Bagan Nan-hpaya Temple, Myanmar
Address
Bagan Nan-hpaya Temple, Myanmar
Myin Ka Bar,
Myanmar (Burma)
Moolavar
Brahma
Introduction
Nan-hpaya Temple (also spelled Nanpaya) (11th century) is likely one of the first free-standing ‘cave’ type temples at Bagan. Built during the reign of King Anawrahta (r. 1044-1077), the founder of the Bagan Empire, it is startlingly sophisticated for such an early work. It is one of only two surviving temples built with stone facing instead of brick, and its interior includes stone relief carvings similar in technique, though not in style, to those of the Khmer empire. That neither of these traditions subsequently flourished is a mystery—apart from one other instance (the Kyaukku-umin temple) no other religious structures were faced with stone, and bas-relief carving with interlocking blocks was subsequently abandoned. The mystery all the more deepens as it is not even clear whether the Nan-hpaya was a Buddhist temple at all.
Puranic Significance
Today, the Nan-hpaya is located in the southern outskirts of Myinkaba village, just a hundred meters southwest of the Man-nu-ha-paya temple (built later). It is located a few dozen meters west of the roadway, such that the surrounding trees make for a peaceful and relatively quiet experience for the visitor. When entering the temple (after passing a number of resident cats who lounge around the gate) the east-facing temple comes into view. Longitudinal in plan, the temple comprises a square sanctum to the rear joined to a rectangular entrance hall projecting to the east. The remnants of a missing porch and pediment are evident on the east facade. The roof is relatively low with three shallow terraces ringed by crenellations, topped with a squat sikhara, probably the first of its type at Bagan.

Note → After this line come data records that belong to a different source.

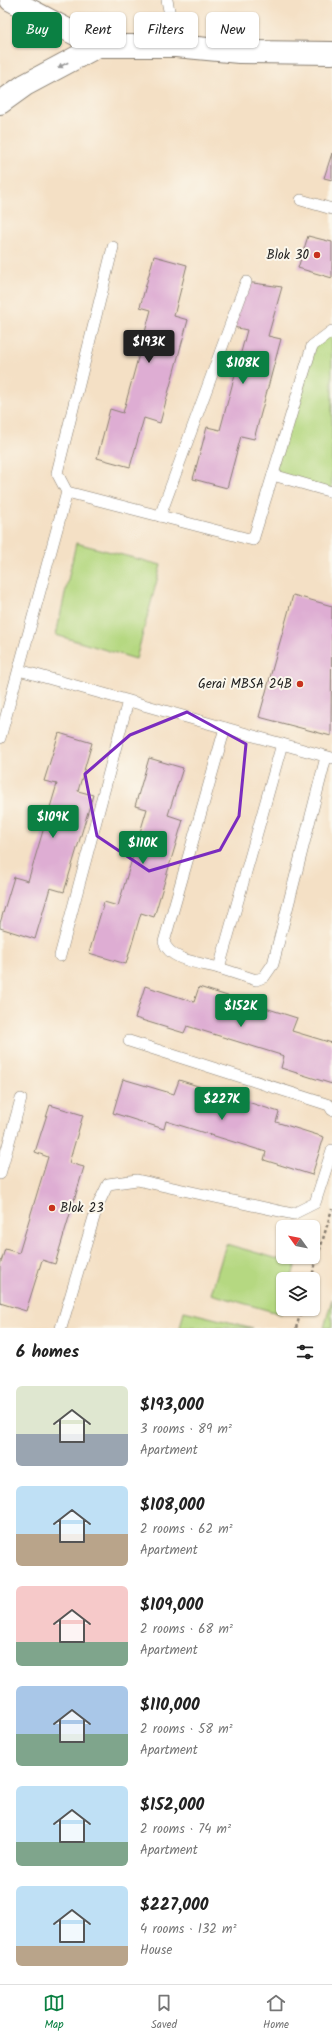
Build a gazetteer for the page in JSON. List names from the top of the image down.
{
  "places": ["Blok 30", "Gerai MBSA 24B", "Blok 23"],
  "north": "top left",
  "page": {
    "chip": [
      "Buy",
      "Rent",
      "Filters",
      "New"
    ],
    "price": [
      "$193K",
      "$108K",
      "$109K",
      "$110K",
      "$152K",
      "$227K"
    ],
    "heading": "6 homes",
    "list": [
      {
        "name": "$193,000",
        "note": "3 rooms · 89 m² · Apartment"
      },
      {
        "name": "$108,000",
        "note": "2 rooms · 62 m² · Apartment"
      },
      {
        "name": "$109,000",
        "note": "2 rooms · 68 m² · Apartment"
      },
      {
        "name": "$110,000",
        "note": "2 rooms · 58 m² · Apartment"
      },
      {
        "name": "$152,000",
        "note": "2 rooms · 74 m² · Apartment"
      },
      {
        "name": "$227,000",
        "note": "4 rooms · 132 m² · House"
      }
    ],
    "tabs": ["Map", "Saved", "Home"]
  }
}
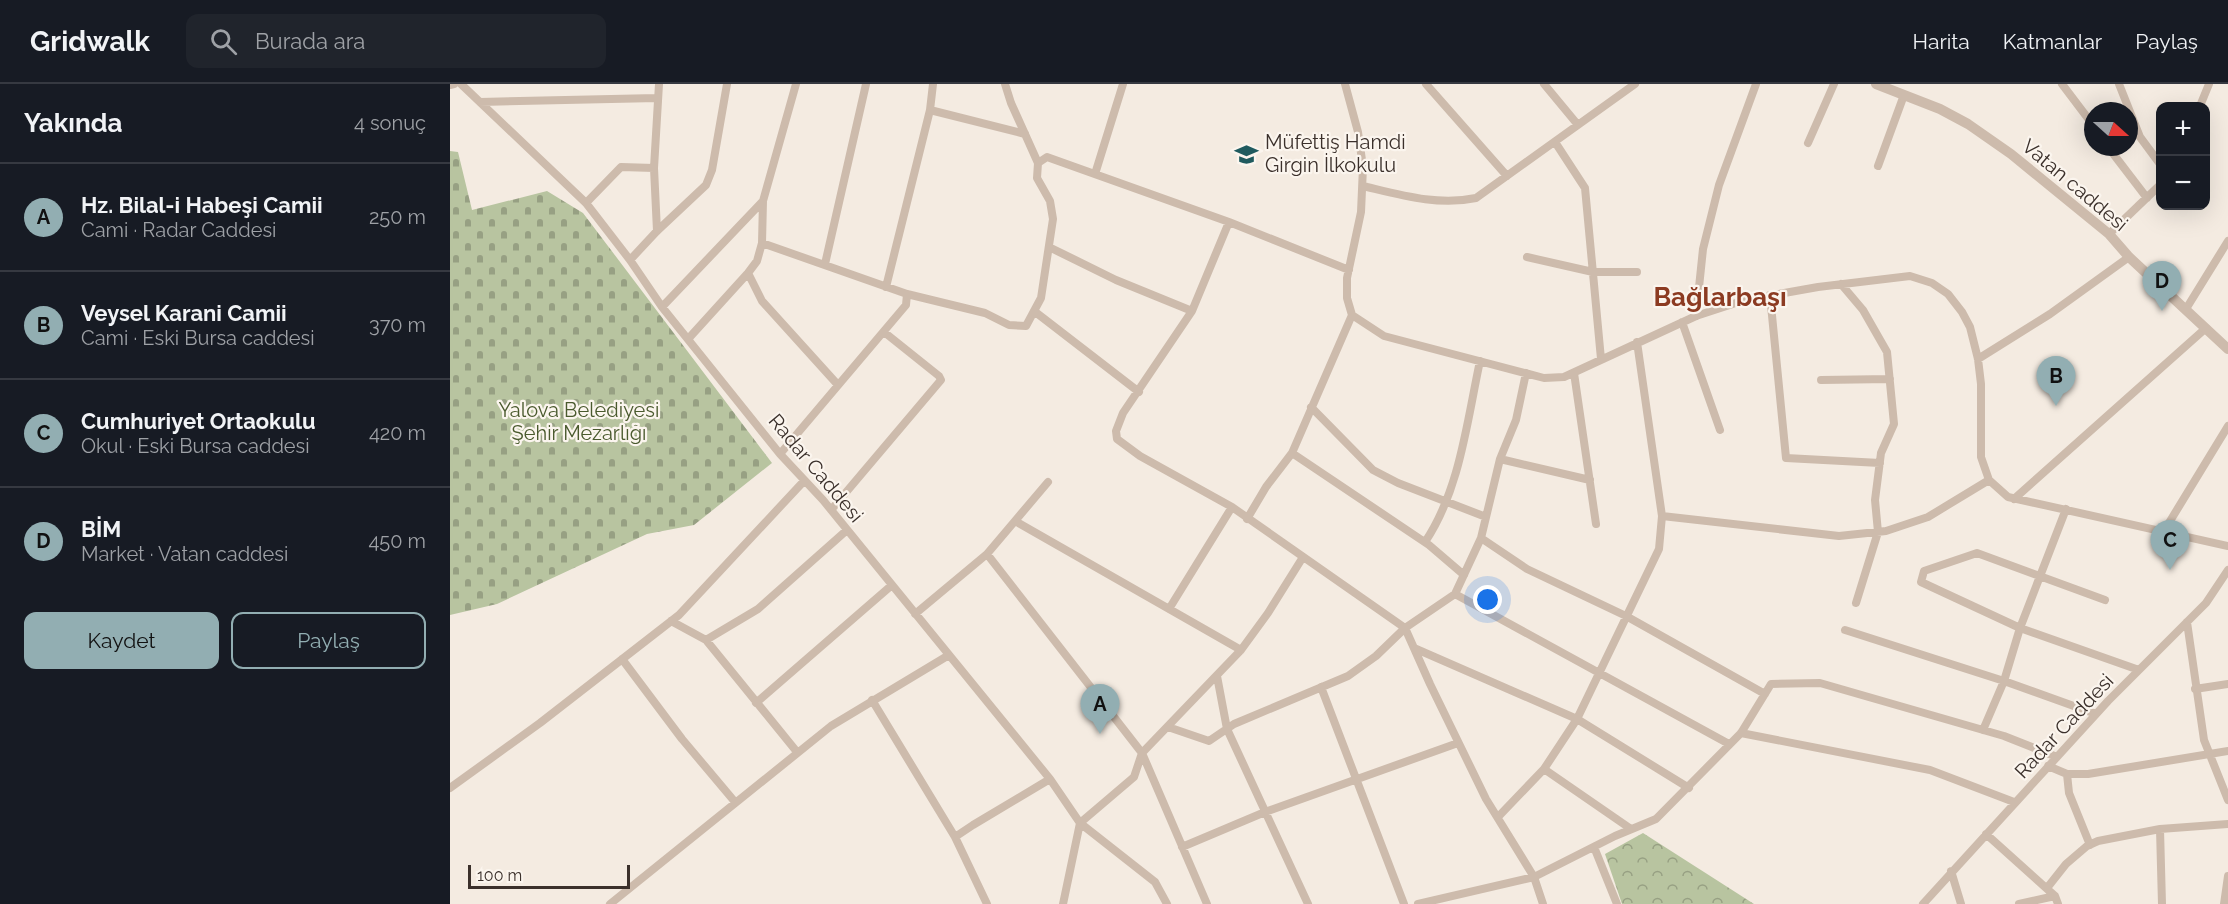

As mentioned above, the Nan-hpaya is virtually unique for its use of stonework as a facing material. The artisans first built a core of brick that provided structural support, and then added carved sandstone cladding which may have either been carved in situ or chiseled off-site. About 70% of the cladding remains, though the carvings on the sikhara are particularly damaged with only the east-facing facade largely intact. The quality of the workmanship is such that only the barest minimum of mortar is used; most of the bricks fit together like tightly nested puzzle pieces. Of the exterior stonework, the most interesting specimens are the pilasters at each of the corners which feature kirtimukha faces framed by V-shaped motifs surrounded by vegetation. Along the base of the walls runs a continuous dado frieze comprising hamsa (geese, associated with Brahma) inside swirls of foliage. The windows—three on each side of the sanctum and one on each side of the entrance hall—are crowned with cusped arches standing over kalasa pots, an Indian motif, representing fecundity and luxuriance. The ends of each of the arches are decorated with highly articulated makara, a legendary crocodile-like creature. All of these decorative motifs would grow to become a familiar presence in the Bagan architectural tradition, though artisans preferred to render them in stucco instead of stone.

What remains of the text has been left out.